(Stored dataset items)
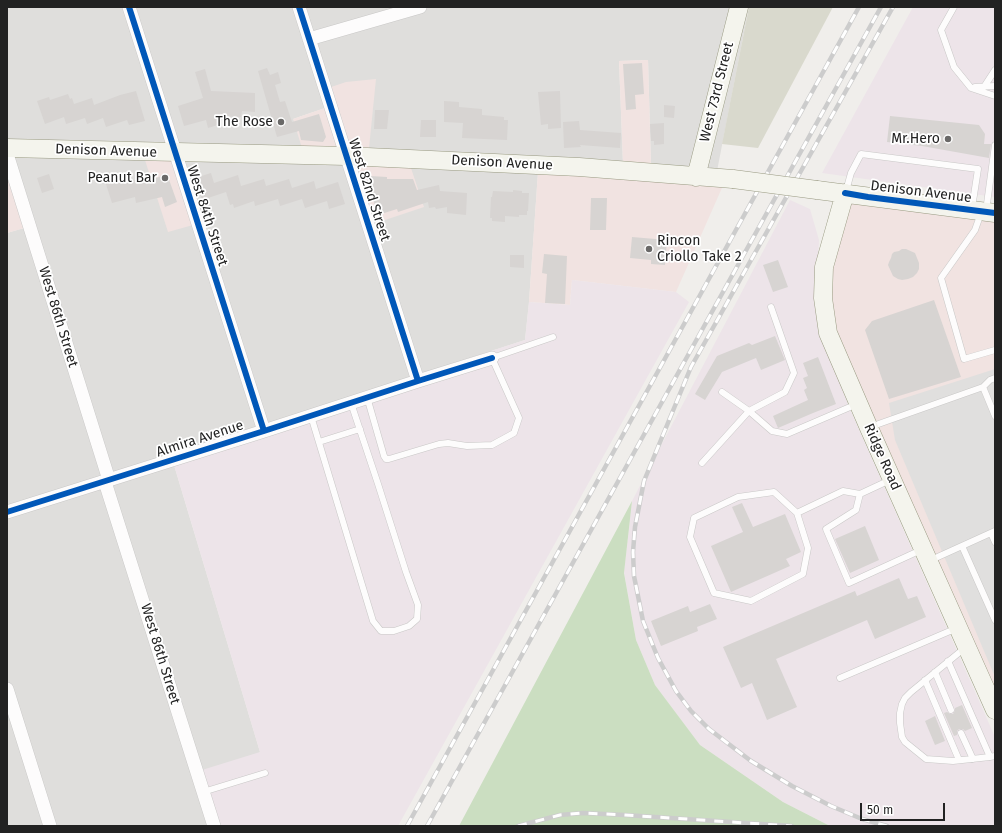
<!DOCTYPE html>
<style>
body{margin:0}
#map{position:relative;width:1002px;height:833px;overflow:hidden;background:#f0eeeb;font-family:"Fira Sans",sans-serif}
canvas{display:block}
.frame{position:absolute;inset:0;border:8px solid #222;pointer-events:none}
.scale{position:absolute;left:860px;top:803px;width:85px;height:18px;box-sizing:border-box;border:2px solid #222;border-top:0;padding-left:5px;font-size:12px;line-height:14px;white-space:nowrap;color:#222;-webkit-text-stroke:3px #fff;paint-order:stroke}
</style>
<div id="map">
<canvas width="1002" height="833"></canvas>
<div class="frame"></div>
<div class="scale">50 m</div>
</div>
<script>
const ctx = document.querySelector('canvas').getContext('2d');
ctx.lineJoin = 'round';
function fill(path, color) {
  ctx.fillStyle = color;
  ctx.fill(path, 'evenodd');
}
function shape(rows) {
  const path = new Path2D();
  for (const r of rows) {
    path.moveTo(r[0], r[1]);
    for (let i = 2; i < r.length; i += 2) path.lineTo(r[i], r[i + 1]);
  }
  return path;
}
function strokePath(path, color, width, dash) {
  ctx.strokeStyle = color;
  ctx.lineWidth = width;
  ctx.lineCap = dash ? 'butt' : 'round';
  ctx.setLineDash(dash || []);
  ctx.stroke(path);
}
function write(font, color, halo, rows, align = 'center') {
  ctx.font = font + ' "Fira Sans",sans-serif';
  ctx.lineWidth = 3.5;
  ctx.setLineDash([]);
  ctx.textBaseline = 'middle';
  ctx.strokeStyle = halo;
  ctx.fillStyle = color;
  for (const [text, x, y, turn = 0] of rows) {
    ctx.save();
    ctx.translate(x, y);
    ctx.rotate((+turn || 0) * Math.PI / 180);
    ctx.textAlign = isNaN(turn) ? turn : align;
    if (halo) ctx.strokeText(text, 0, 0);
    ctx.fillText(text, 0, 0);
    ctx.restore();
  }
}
fill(shape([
 [7,7,749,7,717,171,651,166,648,60,619,61,623,164,539,158,529,302,525,340,171,455,260,752,219,826,7,826,7,233,24,228,7,176],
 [325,108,369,148,293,119]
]), '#dfdedc');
fill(shape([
 [648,60,651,166,729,172,676,292,572,280,570,305,529,302,539,158,623,163,619,61],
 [376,79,369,148,405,150,424,207,373,224,349,147,302,148,293,119,325,108,319,91,346,82],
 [144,157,171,157,193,225,168,232],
 [7,176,24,228,7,233],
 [845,193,995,213,995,710,823,298]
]), '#f1e3e1');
fill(shape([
 [913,7,995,7,995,197,822,173],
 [790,200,810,209,819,240,816,300,823,337,849,407,995,737,995,826,830,826,783,802,700,745,655,685,636,640,624,572,632,501],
 [572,280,676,292,689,302,398,826,219,826,202,770,260,752,171,455,525,340,529,302,570,305]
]), '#ede4e9');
fill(shape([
 [749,7,833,7,758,148,722,144]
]), '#d9d9cd');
fill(shape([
 [632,501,624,573,636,640,655,685,700,745,783,802,830,826,459,826]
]), '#cbdec1');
fill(shape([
 [995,369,995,677,895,440,889,403]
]), '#e0dfde');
fill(shape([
 [642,63,644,94,635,95,636,109,626,110,623,64],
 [267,68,270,75,278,72,281,83,275,85,280,102,285,101,292,122,319,114,326,137,323,142,301,140,299,131,277,137,258,71],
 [205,69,211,91,255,93,255,112,242,111,241,117,219,116,221,124,208,128,206,120,184,126,178,106,203,98,195,72],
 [136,91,145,121,129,125,127,120,106,127,103,118,87,124,85,118,66,124,64,117,45,124,37,101,49,97,50,100,68,94,70,99,72,98,74,104,92,98,94,105,120,95],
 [560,91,561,128,548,129,548,124,541,125,538,92],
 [444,101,459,102,459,107,482,109,482,115,504,117,504,120,508,120,507,140,462,138,463,123,444,122],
 [664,105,675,106,674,118,664,117],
 [375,110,389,110,387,129,374,129],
 [890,116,979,125,985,134,984,144,991,144,989,158,922,146,887,142],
 [421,120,436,120,436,137,420,137],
 [579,121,580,130,621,133,620,148,580,145,581,147,564,148,563,122],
 [664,123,664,144,654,145,654,141,651,141,650,124],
 [211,173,214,183,238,175,241,186,264,179,266,186,289,179,292,188,314,181,316,189,338,182,345,204,329,209,327,201,305,208,302,199,280,206,278,199,255,206,254,201,234,208,233,204,230,205,226,192,202,200,195,178],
 [49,174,54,189,42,193,37,178],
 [167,174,177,202,165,207,162,197,136,203,135,197,112,203,105,181,121,176,123,183,146,177,148,181],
 [370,176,387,177,387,179,413,179,417,190,439,185,440,191,467,193,466,215,447,213,447,207,436,209,435,207,429,208,428,202,398,212,397,209,378,215,367,180],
 [513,190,522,191,522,193,529,193,528,211,527,211,527,215,519,215,519,217,505,216,505,222,492,221,492,218,490,218,491,197,492,197,493,191,513,192],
 [591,198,607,198,606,230,590,230],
 [632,237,667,240,665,265,651,264,651,260,630,258],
 [902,249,906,249,915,253,919,263,919,269,917,273,913,277,908,279,902,280,898,279,893,276,888,265,889,262,891,258,892,254,894,252,899,251],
 [544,254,567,256,565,304,545,303,547,274,542,273],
 [510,255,524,255,524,268,510,267],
 [778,260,788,287,773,292,763,265],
 [934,300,961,377,889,399,865,330,872,321],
 [775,336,785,360,761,370,756,358,722,372,705,400,695,394,717,356,749,343,752,345],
 [818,357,836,404,813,413,778,428,773,416,808,400,804,390,807,388,803,378,808,376,803,363],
 [742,503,753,527,785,514,801,552,786,559,790,566,731,592,711,546,743,532,732,507],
 [865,526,879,560,850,573,835,539],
 [899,578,908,599,917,596,926,617,875,639,867,620,776,659,797,707,767,720,752,683,741,688,723,647,855,591,857,596],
 [710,604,717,619,697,627,698,631,661,646,651,621,688,606,690,612],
 [962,705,972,728,965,731,963,729,959,729,957,731,957,735,954,736,944,713,947,712,950,714,953,714,955,711,955,708],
 [935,716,945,741,935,745,925,721]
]), '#d7d4d2');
const lane = shape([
 [954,7,941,30,954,67,971,88,995,96],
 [975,87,995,86],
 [984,87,995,70],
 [846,191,851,173,861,154,978,169,972,208],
 [986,211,995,145],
 [981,213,975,230,941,278,964,359,995,350],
 [983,387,990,380,995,378],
 [722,392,749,411,785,392,794,373,771,307],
 [367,397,384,456,386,459,389,459,439,444,448,443,467,446,492,445,514,433,519,418,492,358,553,337],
 [311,416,373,621,381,631,394,631,409,626,417,619,418,605,406,572,378,484,351,403],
 [870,427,983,387,995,416],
 [319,442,360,429],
 [702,463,749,411,772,431,787,434,857,404],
 [860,494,856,510,826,529,849,583,921,550],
 [797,513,774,492,738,497,694,518,690,537,714,593,751,601,803,574,808,548,797,513,843,491,860,494,890,480],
 [991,533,995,542],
 [962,546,995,620],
 [931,560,995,531],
 [966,647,911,692,905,698,902,704,900,713,900,723,902,737,905,742,926,759,953,761,990,757,995,756],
 [948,661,990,757],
 [935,672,951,710],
 [840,678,957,628],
 [925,680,959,760],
 [961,733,973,759],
 [203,792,265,773]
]);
const street = shape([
 [129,7,264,431],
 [299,7,418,381],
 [309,39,420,7],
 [7,154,109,480],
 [105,482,214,826],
 [7,512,264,431,418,381,492,358],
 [7,689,50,826]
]);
const secondary = shape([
 [7,148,346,156,579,167,733,179],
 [696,177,739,7],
 [817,190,995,213],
 [845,193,824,267,823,298,828,333,869,428,995,710]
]);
strokePath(lane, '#c9c8c7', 7);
strokePath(street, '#c9c8c7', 14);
strokePath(secondary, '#999a82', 19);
strokePath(lane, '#fdfcfc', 6);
strokePath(street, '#fdfcfc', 13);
strokePath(secondary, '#f4f4ed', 18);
const rail = shape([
 [407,826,859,7],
 [427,826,881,7],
 [518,826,560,815,583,813,625,815,792,826],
 [887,826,862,819,831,806,792,786,751,761,709,729,691,711,676,691,658,658,643,621,634,576,633,552,635,527,644,481,691,367,893,7]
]);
strokePath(rail, '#ccc', 4.5);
strokePath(rail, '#fff', 3, [9]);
const secondaryBridge = shape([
 [733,179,817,190]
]);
strokePath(secondaryBridge, '#999a82', 19, []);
strokePath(secondaryBridge, '#f4f4ed', 18);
strokePath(shape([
 [129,7,264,431],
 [299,7,418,381],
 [845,193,868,197,995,213],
 [7,512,264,431,418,381,492,358]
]), '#0057b8', 6);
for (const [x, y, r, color] of [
 [281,122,4,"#6a6968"],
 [948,139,4,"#6a6968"],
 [165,178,4,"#6a6968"],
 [649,249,4,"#6a6968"]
]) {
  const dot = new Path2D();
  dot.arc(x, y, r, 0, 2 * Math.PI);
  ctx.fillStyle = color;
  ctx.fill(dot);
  strokePath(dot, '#fff', 1.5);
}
write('14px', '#222', '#fff', [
 ["West 73rd Street",717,92,-76],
 ["Denison Avenue",106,151,2],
 ["Denison Avenue",502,163,3],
 ["West 82nd Street",369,190,72],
 ["Denison Avenue",921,192,7],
 ["West 84th Street",207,216,72],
 ["West 86th Street",58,317,73],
 ["Almira Avenue",200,439,-18],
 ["Ridge Road",882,457,66],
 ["West 86th Street",160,654,73]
]);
write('14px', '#222', '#fff', [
 ["The Rose",273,122],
 ["Mr.Hero",940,139],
 ["Peanut Bar",157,178],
 ["Rincon",657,241,"left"],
 ["Criollo Take 2",657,257,"left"]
], 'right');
</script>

▸ **THE PROBLEM**
Each line that holds the string "strokeStyle" is to be copied from the entries above.

▸ **REPLY TO THE EXERCISE**
  ctx.strokeStyle = color;
  ctx.strokeStyle = halo;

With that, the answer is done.